RECORD SET:
--------

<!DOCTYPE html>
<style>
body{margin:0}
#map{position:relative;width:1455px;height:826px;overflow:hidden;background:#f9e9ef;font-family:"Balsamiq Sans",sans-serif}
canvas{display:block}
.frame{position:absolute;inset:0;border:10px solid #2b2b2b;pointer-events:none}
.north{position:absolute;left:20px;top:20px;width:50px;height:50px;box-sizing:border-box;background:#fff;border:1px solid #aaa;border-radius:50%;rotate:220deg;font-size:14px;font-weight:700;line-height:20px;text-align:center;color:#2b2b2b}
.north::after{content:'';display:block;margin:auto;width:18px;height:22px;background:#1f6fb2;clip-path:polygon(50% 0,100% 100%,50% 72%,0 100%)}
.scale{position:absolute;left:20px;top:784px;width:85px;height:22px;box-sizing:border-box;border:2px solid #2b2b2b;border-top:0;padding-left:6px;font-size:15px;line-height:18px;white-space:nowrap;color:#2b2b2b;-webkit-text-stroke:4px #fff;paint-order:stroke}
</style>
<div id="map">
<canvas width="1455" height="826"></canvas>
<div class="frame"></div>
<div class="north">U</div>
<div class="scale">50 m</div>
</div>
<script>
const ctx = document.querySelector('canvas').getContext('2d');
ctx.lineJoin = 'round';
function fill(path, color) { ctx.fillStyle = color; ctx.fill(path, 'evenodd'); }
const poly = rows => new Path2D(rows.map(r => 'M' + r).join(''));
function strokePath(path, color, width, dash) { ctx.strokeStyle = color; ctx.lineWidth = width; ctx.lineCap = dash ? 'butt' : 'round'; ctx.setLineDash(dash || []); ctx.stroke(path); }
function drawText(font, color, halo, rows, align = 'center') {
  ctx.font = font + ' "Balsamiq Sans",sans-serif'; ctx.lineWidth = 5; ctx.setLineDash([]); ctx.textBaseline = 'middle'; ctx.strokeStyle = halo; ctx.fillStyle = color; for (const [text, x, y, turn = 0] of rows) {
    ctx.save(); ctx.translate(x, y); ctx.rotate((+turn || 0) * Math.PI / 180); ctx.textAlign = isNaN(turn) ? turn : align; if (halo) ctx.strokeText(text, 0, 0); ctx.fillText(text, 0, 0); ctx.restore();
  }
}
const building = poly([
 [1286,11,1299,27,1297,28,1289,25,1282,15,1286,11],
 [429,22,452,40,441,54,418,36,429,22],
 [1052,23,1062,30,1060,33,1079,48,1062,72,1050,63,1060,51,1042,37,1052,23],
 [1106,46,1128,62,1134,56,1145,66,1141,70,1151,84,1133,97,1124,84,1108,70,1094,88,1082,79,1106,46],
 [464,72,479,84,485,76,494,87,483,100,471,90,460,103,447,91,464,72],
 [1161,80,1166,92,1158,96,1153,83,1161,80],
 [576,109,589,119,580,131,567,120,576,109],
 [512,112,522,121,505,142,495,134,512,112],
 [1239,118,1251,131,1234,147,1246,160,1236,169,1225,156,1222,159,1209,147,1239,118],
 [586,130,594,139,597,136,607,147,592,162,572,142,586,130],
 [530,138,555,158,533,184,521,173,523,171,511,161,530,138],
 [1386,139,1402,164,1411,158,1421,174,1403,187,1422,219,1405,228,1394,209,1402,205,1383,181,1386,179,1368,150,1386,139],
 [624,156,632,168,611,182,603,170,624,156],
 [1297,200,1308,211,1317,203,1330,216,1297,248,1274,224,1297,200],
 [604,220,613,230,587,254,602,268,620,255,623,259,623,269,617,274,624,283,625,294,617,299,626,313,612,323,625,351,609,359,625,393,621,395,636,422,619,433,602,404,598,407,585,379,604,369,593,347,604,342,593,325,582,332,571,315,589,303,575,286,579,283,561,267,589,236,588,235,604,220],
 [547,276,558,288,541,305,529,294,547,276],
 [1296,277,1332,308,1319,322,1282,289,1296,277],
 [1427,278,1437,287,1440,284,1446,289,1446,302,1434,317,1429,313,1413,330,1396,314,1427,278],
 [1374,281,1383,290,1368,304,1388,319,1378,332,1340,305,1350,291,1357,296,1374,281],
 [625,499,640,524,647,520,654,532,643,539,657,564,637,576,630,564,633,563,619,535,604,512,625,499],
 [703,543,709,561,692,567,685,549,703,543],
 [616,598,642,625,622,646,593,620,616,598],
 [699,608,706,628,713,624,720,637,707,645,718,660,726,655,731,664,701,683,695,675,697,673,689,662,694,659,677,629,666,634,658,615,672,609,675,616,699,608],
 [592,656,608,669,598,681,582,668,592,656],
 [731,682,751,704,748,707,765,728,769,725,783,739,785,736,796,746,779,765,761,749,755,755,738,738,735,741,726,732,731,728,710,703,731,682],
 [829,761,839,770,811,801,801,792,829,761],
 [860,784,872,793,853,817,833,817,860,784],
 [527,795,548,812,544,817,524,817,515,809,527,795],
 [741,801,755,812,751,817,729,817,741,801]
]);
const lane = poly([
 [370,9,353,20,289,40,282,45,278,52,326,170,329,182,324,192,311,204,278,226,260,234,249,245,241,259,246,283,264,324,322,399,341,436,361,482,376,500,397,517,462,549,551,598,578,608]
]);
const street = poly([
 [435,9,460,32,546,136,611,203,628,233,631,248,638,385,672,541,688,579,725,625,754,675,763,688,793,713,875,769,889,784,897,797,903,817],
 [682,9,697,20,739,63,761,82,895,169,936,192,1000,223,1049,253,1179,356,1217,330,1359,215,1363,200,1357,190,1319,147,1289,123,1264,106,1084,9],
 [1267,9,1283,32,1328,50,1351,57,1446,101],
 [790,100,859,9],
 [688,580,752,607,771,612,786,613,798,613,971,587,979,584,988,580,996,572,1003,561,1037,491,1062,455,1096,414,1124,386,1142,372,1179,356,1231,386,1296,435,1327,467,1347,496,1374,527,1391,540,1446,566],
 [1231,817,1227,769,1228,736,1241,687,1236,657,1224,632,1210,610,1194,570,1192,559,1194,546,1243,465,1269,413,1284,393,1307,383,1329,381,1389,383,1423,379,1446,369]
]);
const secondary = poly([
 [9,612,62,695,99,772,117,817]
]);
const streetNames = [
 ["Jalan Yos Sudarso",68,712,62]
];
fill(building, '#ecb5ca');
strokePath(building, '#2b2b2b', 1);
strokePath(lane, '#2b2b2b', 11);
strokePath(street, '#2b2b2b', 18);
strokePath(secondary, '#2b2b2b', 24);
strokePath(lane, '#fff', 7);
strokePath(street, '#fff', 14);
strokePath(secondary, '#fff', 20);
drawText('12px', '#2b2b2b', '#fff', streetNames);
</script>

--------

TRY IT:
If a line in the listing has "canvas" in it, report that line.

WORKED SOLUTION:
canvas{display:block}
<canvas width="1455" height="826"></canvas>
const ctx = document.querySelector('canvas').getContext('2d');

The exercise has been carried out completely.